Recorded data Start Marker
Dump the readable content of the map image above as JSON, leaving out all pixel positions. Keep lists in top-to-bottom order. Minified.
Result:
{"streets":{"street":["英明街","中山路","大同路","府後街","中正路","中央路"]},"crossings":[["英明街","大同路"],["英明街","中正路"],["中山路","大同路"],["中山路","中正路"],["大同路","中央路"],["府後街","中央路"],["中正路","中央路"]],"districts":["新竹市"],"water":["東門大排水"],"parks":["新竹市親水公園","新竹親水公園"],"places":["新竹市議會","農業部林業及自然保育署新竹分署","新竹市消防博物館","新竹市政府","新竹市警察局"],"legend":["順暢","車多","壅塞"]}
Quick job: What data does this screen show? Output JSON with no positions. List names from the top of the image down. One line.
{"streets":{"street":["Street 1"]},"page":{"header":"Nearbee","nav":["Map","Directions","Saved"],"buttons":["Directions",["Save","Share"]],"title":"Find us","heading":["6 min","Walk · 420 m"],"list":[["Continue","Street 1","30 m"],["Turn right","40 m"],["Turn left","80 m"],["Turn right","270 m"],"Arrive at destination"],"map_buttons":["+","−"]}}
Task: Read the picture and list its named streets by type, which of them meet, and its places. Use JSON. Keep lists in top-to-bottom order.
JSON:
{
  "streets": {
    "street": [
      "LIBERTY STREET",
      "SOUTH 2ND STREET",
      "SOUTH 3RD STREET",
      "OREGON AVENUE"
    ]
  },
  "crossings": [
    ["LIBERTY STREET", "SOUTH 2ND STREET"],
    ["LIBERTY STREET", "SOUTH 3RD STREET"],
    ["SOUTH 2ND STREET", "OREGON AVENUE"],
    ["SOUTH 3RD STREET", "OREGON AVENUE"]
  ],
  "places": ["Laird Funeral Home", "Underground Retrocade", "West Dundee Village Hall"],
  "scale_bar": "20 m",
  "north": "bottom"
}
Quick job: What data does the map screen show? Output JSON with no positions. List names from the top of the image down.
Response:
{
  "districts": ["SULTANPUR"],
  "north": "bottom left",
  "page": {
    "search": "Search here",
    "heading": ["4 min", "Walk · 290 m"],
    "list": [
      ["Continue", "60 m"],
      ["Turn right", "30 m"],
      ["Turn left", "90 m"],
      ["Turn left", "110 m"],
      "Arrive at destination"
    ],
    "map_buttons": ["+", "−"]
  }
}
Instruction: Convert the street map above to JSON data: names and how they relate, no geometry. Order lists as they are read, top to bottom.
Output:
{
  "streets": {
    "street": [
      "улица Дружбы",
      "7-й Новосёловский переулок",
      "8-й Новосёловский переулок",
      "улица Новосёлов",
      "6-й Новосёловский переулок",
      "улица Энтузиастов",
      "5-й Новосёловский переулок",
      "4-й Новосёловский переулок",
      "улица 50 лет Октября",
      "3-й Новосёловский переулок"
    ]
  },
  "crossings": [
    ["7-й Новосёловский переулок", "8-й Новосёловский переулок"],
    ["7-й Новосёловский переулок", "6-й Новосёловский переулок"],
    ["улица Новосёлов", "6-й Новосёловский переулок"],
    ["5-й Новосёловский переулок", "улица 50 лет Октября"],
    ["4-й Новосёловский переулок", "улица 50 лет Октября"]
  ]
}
Recorded data End Marker
- [Activity] Repeat every line of the data precisely.

- [Answer to the exercise]
Dump the readable content of the map image above as JSON, leaving out all pixel positions. Keep lists in top-to-bottom order. Minified.
Result:
{"streets":{"street":["英明街","中山路","大同路","府後街","中正路","中央路"]},"crossings":[["英明街","大同路"],["英明街","中正路"],["中山路","大同路"],["中山路","中正路"],["大同路","中央路"],["府後街","中央路"],["中正路","中央路"]],"districts":["新竹市"],"water":["東門大排水"],"parks":["新竹市親水公園","新竹親水公園"],"places":["新竹市議會","農業部林業及自然保育署新竹分署","新竹市消防博物館","新竹市政府","新竹市警察局"],"legend":["順暢","車多","壅塞"]}
Quick job: What data does this screen show? Output JSON with no positions. List names from the top of the image down. One line.
{"streets":{"street":["Street 1"]},"page":{"header":"Nearbee","nav":["Map","Directions","Saved"],"buttons":["Directions",["Save","Share"]],"title":"Find us","heading":["6 min","Walk · 420 m"],"list":[["Continue","Street 1","30 m"],["Turn right","40 m"],["Turn left","80 m"],["Turn right","270 m"],"Arrive at destination"],"map_buttons":["+","−"]}}
Task: Read the picture and list its named streets by type, which of them meet, and its places. Use JSON. Keep lists in top-to-bottom order.
JSON:
{
  "streets": {
    "street": [
      "LIBERTY STREET",
      "SOUTH 2ND STREET",
      "SOUTH 3RD STREET",
      "OREGON AVENUE"
    ]
  },
  "crossings": [
    ["LIBERTY STREET", "SOUTH 2ND STREET"],
    ["LIBERTY STREET", "SOUTH 3RD STREET"],
    ["SOUTH 2ND STREET", "OREGON AVENUE"],
    ["SOUTH 3RD STREET", "OREGON AVENUE"]
  ],
  "places": ["Laird Funeral Home", "Underground Retrocade", "West Dundee Village Hall"],
  "scale_bar": "20 m",
  "north": "bottom"
}
Quick job: What data does the map screen show? Output JSON with no positions. List names from the top of the image down.
Response:
{
  "districts": ["SULTANPUR"],
  "north": "bottom left",
  "page": {
    "search": "Search here",
    "heading": ["4 min", "Walk · 290 m"],
    "list": [
      ["Continue", "60 m"],
      ["Turn right", "30 m"],
      ["Turn left", "90 m"],
      ["Turn left", "110 m"],
      "Arrive at destination"
    ],
    "map_buttons": ["+", "−"]
  }
}
Instruction: Convert the street map above to JSON data: names and how they relate, no geometry. Order lists as they are read, top to bottom.
Output:
{
  "streets": {
    "street": [
      "улица Дружбы",
      "7-й Новосёловский переулок",
      "8-й Новосёловский переулок",
      "улица Новосёлов",
      "6-й Новосёловский переулок",
      "улица Энтузиастов",
      "5-й Новосёловский переулок",
      "4-й Новосёловский переулок",
      "улица 50 лет Октября",
      "3-й Новосёловский переулок"
    ]
  },
  "crossings": [
    ["7-й Новосёловский переулок", "8-й Новосёловский переулок"],
    ["7-й Новосёловский переулок", "6-й Новосёловский переулок"],
    ["улица Новосёлов", "6-й Новосёловский переулок"],
    ["5-й Новосёловский переулок", "улица 50 лет Октября"],
    ["4-й Новосёловский переулок", "улица 50 лет Октября"]
  ]
}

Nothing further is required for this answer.